FEMINISM AS PREMISE OR PLATFORM

A look further back in the history of the Women’s Center, which was founded in 1970, reveals that the oscillation between boards’ personalities over time is not a new phenomenon.

For example, in 2003-’04, the Women’s Center had a heated discussion about whether or not to allow the group “Men Can Stop Rape,” a men’s group that uses workshops and training to prevent sexual violence against women, into the Women’s Center as a residence group. The following board took pains to combat the negative image the Center had developed as a result of this conflict, said Maggie Doherty ’07, constituency coordinator for the center in 2005.

“I remember that we were coping with the fallout of [the] discussion from the previous year,” she said in an e-mail. “My board in 2004-2005 and in the following year aimed to make the Women’s Center more accessible and appealing to men.”

The current board’s efforts to reach out similarly to other student groups show some signs of success: In an informal poll of a dozen seniors, eight said they view the Women’s Center positively this year, two view it negatively and two have no opinion.
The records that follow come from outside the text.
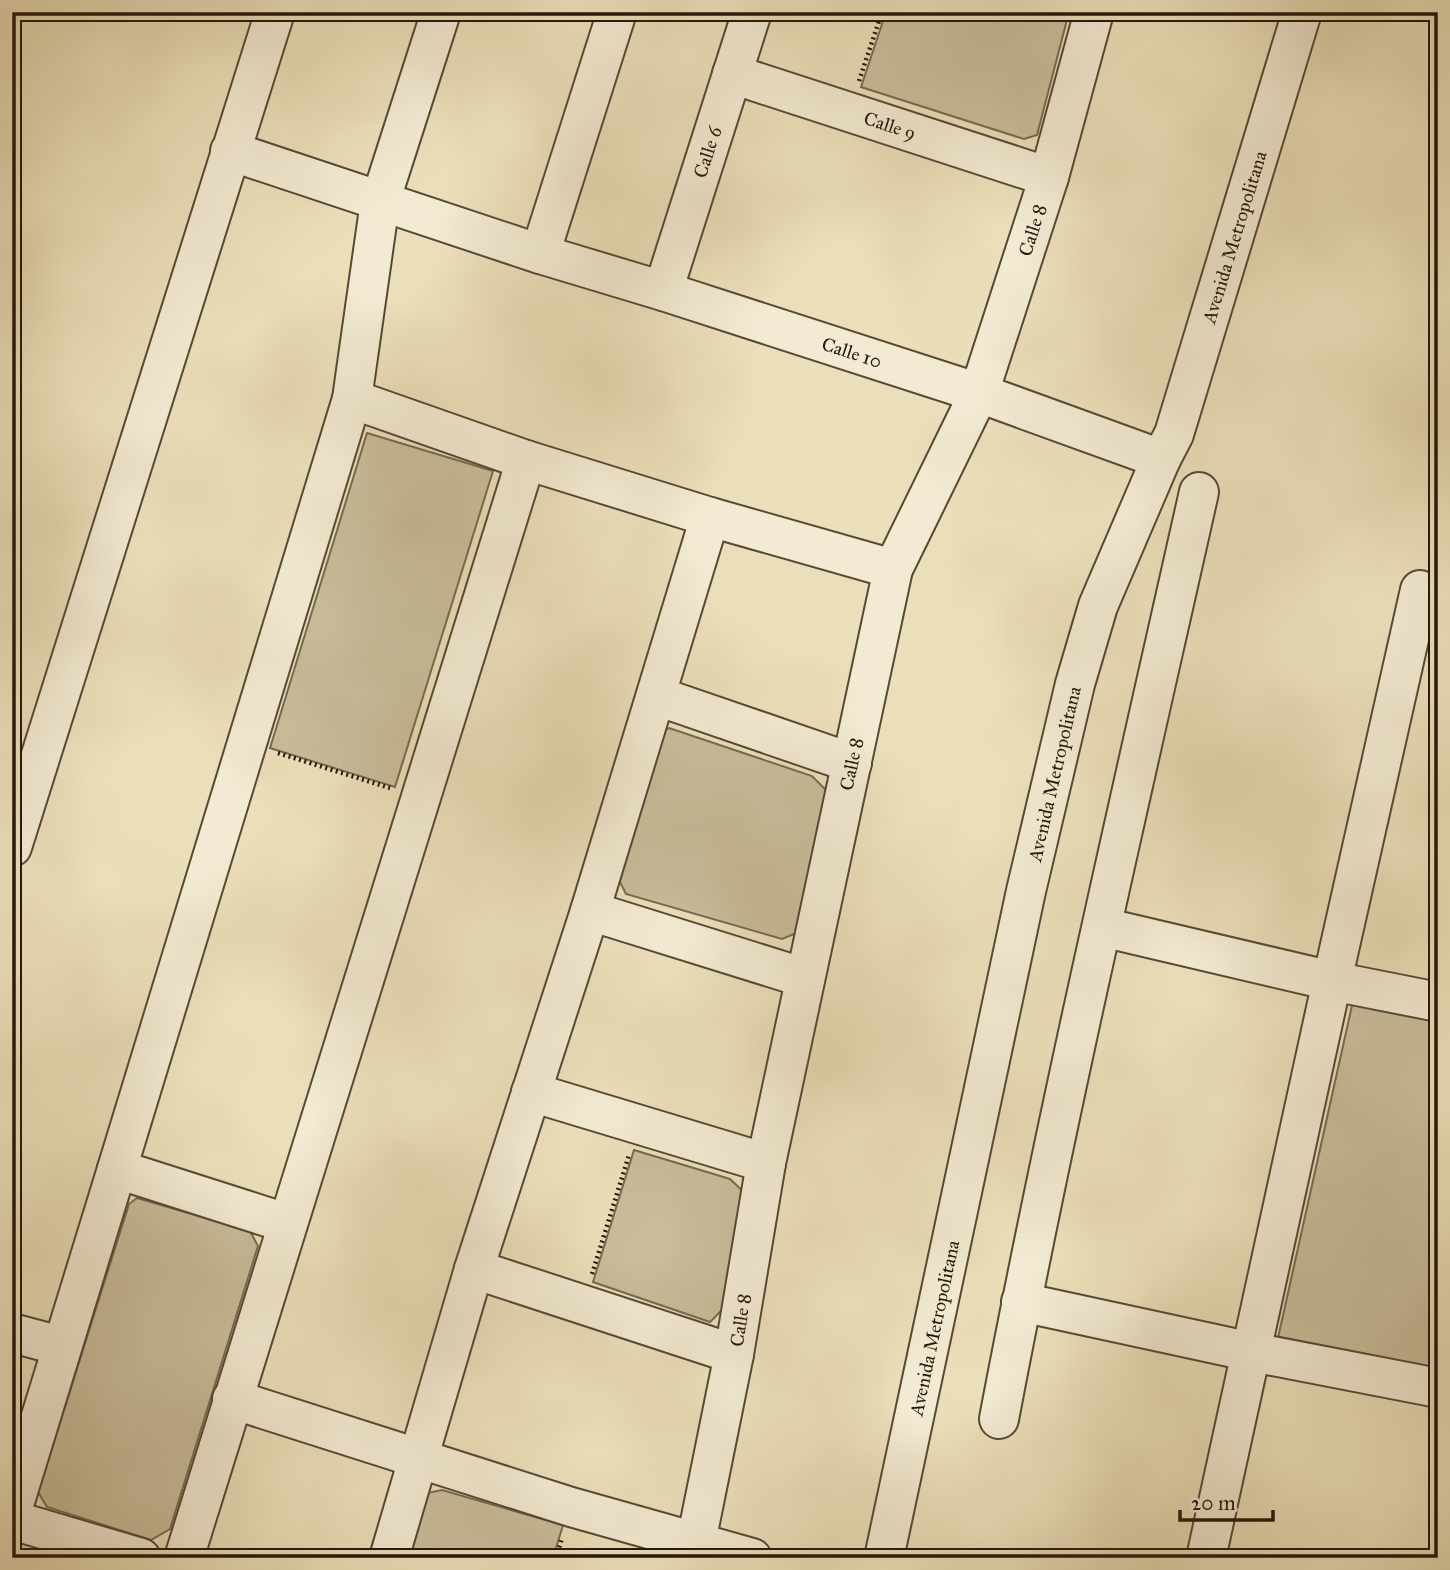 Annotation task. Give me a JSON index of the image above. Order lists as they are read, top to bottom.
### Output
{
  "streets": {
    "street": [
      "Calle 9",
      "Calle 6",
      "Calle 8",
      "Avenida Metropolitana",
      "Calle 10"
    ]
  },
  "crossings": [
    ["Calle 9", "Calle 6"],
    ["Calle 9", "Calle 8"],
    ["Calle 6", "Calle 10"],
    ["Calle 8", "Calle 10"],
    ["Avenida Metropolitana", "Calle 10"]
  ],
  "scale_bar": "20 m"
} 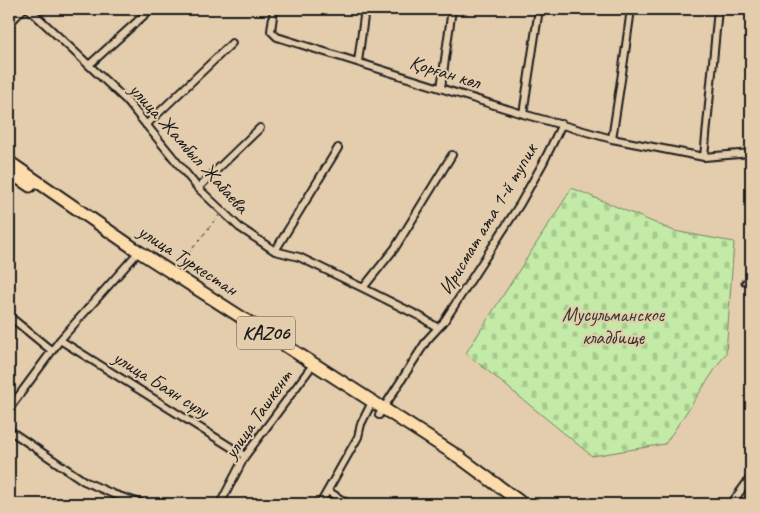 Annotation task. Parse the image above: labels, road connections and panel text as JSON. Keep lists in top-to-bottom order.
{
  "streets": {
    "highway": ["улица Туркестан", "KАZ06"],
    "street": [
      "Қорған көл",
      "улица Жамбыл Жабаева",
      "Ирисмат ата 1-й тупик",
      "улица Баян сулу",
      "улица Ташкент"
    ]
  },
  "crossings": [
    ["Қорған көл", "Ирисмат ата 1-й тупик"],
    ["улица Жамбыл Жабаева", "Ирисмат ата 1-й тупик"],
    ["улица Туркестан", "улица Ташкент"],
    ["улица Баян сулу", "улица Ташкент"]
  ],
  "parks": ["Мусульманское кладбище"]
}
Six thought the center had become more active over their time at Yale, and six said they saw no change.

But while upperclassmen generally viewed the Center as welcoming or benign, some freshmen said they were not aware of the group’s presence on campus.

“I definitely feel the center is a positive influence, but I wish they were more visible,” said Ahmed Abdullah ’11.

Of 15 freshmen polled, 11 said they had no opinion or did not feel informed enough to make an opinion about the Women’s Center on campus this year.

“I haven’t heard anything bad or anything booming,” Megan Leslie ’13 said.

Even as the current board seeks to broaden the image of the Women’s Center, board members were reluctant to characterize their actions as moderate or conciliatory. Achs said that in addition to increasing student involvement and engagement, activism and advocacy are important aspects of the work the Center does as well.

“It’s so important to be popular in the sense that we want to have people support what we do,” Achs said. “But at a certain point, what we do is more important than being popular. Now that we’ve done this, it’s time to mobilize.”

Alice Buttrick ’10, public relations coordinator on the Women’s Center last year, said the overall mission of the Women’s Center transcends the tone set by the individual boards. Fundamentally, she said, the center “should provide a place for people to work together towards feminist goals.”

“I think it is a false dichotomy to say that we are moderate and past boards have been radical,” Powers added. “I don’t think feminism is ever moderate.”

Olivarius-McAllister, however, said she does not consider calling oneself a feminist a radical stance in itself.

“Feminism is a premise,” she said “but an incomplete one.”